Exercise prompt
Number of lines below with "font": work it out and reply with that number only.

Dataset entries
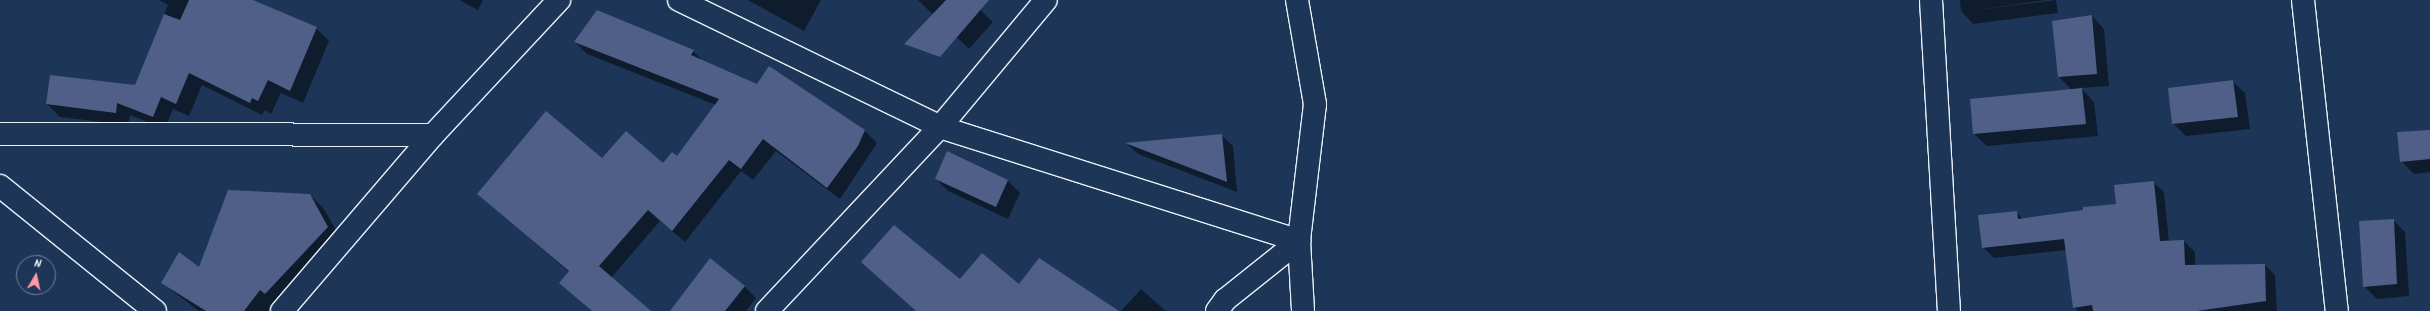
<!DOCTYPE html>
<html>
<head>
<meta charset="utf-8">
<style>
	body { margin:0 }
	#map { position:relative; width:2430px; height:311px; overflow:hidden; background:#1d3557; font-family:Kalam,sans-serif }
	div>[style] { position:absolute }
	.shadow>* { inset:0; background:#0007 }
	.building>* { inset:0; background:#505f87 }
	.roads { filter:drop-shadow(1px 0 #e8f1f8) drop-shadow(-1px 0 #e8f1f8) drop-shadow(0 1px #e8f1f8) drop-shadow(0 -1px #e8f1f8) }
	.minor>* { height:22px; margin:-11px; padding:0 11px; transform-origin:11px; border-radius:11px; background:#1d3557 }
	span { translate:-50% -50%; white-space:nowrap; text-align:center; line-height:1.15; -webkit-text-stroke:3.5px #1d3557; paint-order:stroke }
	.north { position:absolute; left:16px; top:255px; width:40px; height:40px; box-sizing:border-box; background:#1d3557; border:1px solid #6e8097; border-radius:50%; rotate:9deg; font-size:11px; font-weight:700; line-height:16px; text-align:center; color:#e8f1f8 }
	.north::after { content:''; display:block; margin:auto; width:14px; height:18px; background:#ff9aa2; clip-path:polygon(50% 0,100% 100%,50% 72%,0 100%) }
</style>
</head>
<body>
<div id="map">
	<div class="shadow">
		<i style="clip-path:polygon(159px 0,249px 0,316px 28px,329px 41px,303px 103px,281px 93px,271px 114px,265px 110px,262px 115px,202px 85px,189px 116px,173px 109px,165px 129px,130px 115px,128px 125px,60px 117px,47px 104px,135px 86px,168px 5px)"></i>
		<i style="clip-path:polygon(459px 0,483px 0,478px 10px)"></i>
		<i style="clip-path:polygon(748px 0,821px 0,804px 31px)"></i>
		<i style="clip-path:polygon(918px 0,970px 0,993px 22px,969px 49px)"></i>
		<i style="clip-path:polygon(1960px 0,2046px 0,1970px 11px,2056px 0,2058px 13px,1973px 24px,1961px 11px)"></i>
		<i style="clip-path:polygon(2092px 16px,2104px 29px,2109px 86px,2081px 88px,2094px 102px,2098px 136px,1987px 146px,1974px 134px,2072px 90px,2059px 77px)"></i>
		<i style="clip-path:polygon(575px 42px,693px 51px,703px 61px,865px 131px,877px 143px,840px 199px,776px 151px,753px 180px,741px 171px,685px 242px,660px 221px,611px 278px,649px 311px,592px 311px,560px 282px,569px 272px,478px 194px,602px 160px,664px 164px,677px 157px,716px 105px,587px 54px)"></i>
		<i style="clip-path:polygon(2232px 81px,2245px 93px,2250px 129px,2186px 136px,2173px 123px)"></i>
		<i style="clip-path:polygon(2430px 131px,2430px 172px,2414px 174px,2401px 161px)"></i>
		<i style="clip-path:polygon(1221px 135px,1233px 146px,1237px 192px,1138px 154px,1127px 144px)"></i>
		<i style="clip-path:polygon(936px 179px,1008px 181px,1020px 193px,1008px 219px,948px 191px)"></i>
		<i style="clip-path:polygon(2153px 182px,2164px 192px,2169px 242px,2184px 241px,2195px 252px,2195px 266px,2265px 265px,2275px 275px,2277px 311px,2078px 311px,2074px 307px,2067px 250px,1994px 258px,1983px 247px,2016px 212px,2024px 220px,2117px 204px)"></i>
		<i style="clip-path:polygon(310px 195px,324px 209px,342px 241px,268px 311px,199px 311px,162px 283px,199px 268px)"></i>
		<i style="clip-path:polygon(2393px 220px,2405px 232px,2409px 296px,2377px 299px,2364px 286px)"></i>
		<i style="clip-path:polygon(744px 286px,756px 298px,746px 311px,672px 311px)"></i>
		<i style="clip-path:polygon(1141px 289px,1166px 311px,1121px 311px)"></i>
	</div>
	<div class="building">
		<i style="clip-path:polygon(189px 0,253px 0,317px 27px,290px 91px,268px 80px,258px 101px,252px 98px,250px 103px,189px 73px,176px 104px,161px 97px,153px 117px,117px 103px,116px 113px,46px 104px,50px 75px,135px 85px,164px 14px,180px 20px)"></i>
		<i style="clip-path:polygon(946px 0,989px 0,940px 57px,904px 44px)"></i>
		<i style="clip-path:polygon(597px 10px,694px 50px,691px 55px,757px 84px,769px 66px,865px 130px,858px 146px,827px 188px,763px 139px,741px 169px,729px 160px,672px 231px,648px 210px,599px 266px,651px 311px,592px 311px,559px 283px,569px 271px,477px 194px,546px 111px,602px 158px,626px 131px,663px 163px,672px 152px,677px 156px,719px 99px,574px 42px)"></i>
		<i style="clip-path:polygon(2092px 15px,2097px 74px,2058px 77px,2052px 21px)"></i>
		<i style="clip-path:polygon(2233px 80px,2238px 117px,2172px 124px,2168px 88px)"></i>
		<i style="clip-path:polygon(2082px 88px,2086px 124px,1973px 134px,1970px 99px)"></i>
		<i style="clip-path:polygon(2430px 130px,2430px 159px,2400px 162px,2397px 132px)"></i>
		<i style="clip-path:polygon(1222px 134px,1227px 182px,1125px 143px)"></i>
		<i style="clip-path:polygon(947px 151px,1008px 180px,996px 207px,935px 179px)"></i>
		<i style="clip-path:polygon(2154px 181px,2160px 241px,2184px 240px,2185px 265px,2265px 264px,2266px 301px,2197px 311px,2093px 311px,2092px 305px,2073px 308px,2064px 239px,1982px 248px,1978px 215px,2017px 211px,2018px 219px,2083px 210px,2083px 207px,2116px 204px,2114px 185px)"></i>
		<i style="clip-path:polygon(228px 190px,310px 194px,328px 227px,265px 294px,260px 290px,244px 311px,206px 311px,161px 283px,179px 252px,199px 267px)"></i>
		<i style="clip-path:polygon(2394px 219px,2397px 284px,2363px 287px,2359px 221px)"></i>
		<i style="clip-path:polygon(894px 225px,960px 279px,982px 253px,1019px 284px,1039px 258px,1119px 311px,916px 311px,861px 262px)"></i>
		<i style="clip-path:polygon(710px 258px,745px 286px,725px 311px,670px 311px)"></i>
	</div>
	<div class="roads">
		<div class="minor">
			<i style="left:679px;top:0;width:290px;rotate:25.9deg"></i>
			<i style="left:940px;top:127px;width:377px;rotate:17.6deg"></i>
			<i style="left:1297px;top:0;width:106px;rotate:80.2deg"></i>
			<i style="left:1315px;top:104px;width:138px;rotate:96.7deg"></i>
			<i style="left:1299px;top:241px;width:70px;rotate:86.7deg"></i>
			<i style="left:1931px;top:0;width:312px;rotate:86.7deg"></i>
			<i style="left:2303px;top:0;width:313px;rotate:83.8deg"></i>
			<i style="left:0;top:134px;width:433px;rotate:0.1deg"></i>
			<i style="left:0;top:186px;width:199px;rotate:38.9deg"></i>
			<i style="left:282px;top:311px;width:232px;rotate:-49.4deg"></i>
			<i style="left:433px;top:135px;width:185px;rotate:-47deg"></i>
			<i style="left:767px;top:311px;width:253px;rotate:-46.8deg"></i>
			<i style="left:940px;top:127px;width:165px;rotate:-50.2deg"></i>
			<i style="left:1217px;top:311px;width:14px;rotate:-54deg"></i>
			<i style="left:1225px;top:300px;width:95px;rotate:-38.6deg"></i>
		</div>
	</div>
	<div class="north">N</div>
</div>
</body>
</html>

Your response
2